The current study was conducted at a small, private university located in western Japan. It is of note that this university, with predominantly engineering disciplines, does not have a major in English language. All students are, however, required to take two English classes per semester to satisfy their foreign language requirements for graduation—one which focuses on oral communicative skills (i.e., listening and speaking), and one which drills explicit knowledge (i.e., grammar and vocabulary). The area in which the university is located has a very low number of L1 English speakers, making the language learning conditions very much one of EFL (English as a foreign language), as the participants’ exposure to and use of English is generally restricted to these two weekly English courses.

Upon matriculation, and at the start of each academic year thereafter, each student takes a TOEIC^® (Test of English for International Communication) Bridge Test for the purposes of class placement. Of note, this test only covers receptive abilities (i.e., listening and reading) while proficiency in the productive skills of speaking and writing are noticeably absent. This is unfortunate, as communicative competence is a primary focus of the curriculum, as explained previously, though necessary due to the large numbers of students being assessed simultaneously.
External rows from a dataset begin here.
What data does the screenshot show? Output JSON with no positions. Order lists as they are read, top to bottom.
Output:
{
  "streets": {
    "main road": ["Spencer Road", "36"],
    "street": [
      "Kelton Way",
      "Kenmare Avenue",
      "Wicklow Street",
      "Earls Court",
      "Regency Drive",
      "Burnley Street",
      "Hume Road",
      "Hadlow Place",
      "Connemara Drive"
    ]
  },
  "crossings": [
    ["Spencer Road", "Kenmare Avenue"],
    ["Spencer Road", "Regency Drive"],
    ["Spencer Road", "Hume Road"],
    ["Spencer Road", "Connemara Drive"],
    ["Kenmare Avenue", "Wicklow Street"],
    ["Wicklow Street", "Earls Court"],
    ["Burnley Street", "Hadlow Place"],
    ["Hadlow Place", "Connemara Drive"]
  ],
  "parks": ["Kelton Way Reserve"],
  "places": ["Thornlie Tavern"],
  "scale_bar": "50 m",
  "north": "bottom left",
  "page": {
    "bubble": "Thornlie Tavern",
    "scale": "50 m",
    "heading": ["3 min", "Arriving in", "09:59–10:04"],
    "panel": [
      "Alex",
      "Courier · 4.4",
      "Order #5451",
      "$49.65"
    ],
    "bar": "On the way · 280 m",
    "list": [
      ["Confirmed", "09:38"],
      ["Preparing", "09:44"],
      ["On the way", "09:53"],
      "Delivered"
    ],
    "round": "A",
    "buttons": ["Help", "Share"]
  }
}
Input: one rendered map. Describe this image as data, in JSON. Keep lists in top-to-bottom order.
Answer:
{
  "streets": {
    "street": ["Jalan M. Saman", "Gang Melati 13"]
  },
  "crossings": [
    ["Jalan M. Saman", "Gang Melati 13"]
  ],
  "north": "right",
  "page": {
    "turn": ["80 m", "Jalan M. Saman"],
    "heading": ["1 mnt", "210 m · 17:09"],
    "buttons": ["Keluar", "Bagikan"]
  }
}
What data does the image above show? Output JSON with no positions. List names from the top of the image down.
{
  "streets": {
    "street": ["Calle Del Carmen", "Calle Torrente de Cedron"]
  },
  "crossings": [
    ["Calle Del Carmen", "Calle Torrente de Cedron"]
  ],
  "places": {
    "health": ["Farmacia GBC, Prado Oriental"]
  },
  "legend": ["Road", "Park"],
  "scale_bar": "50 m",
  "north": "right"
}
The students are divided into four class levels, approximately equivalent to the CEFR (Common European Framework of Reference for Languages) levels of: A1 and below, A2, A2 to B1, and B2 and above. The class selected for the current study was a B2-and-above listening skills class of first year students. With IRB (institutional review board) approval, students from this class were informed of the purpose of the research project and were invited to participate. Signed informed consent forms were obtained from all 15 students in the class indicating their acknowledgement that participation was voluntary, and could be withdrawn at any time without penalty. Students who participated in both quantitative data collection and individual interviews with the researcher were given JPY 500 (approx. USD 3.69) Amazon gift cards as honoraria.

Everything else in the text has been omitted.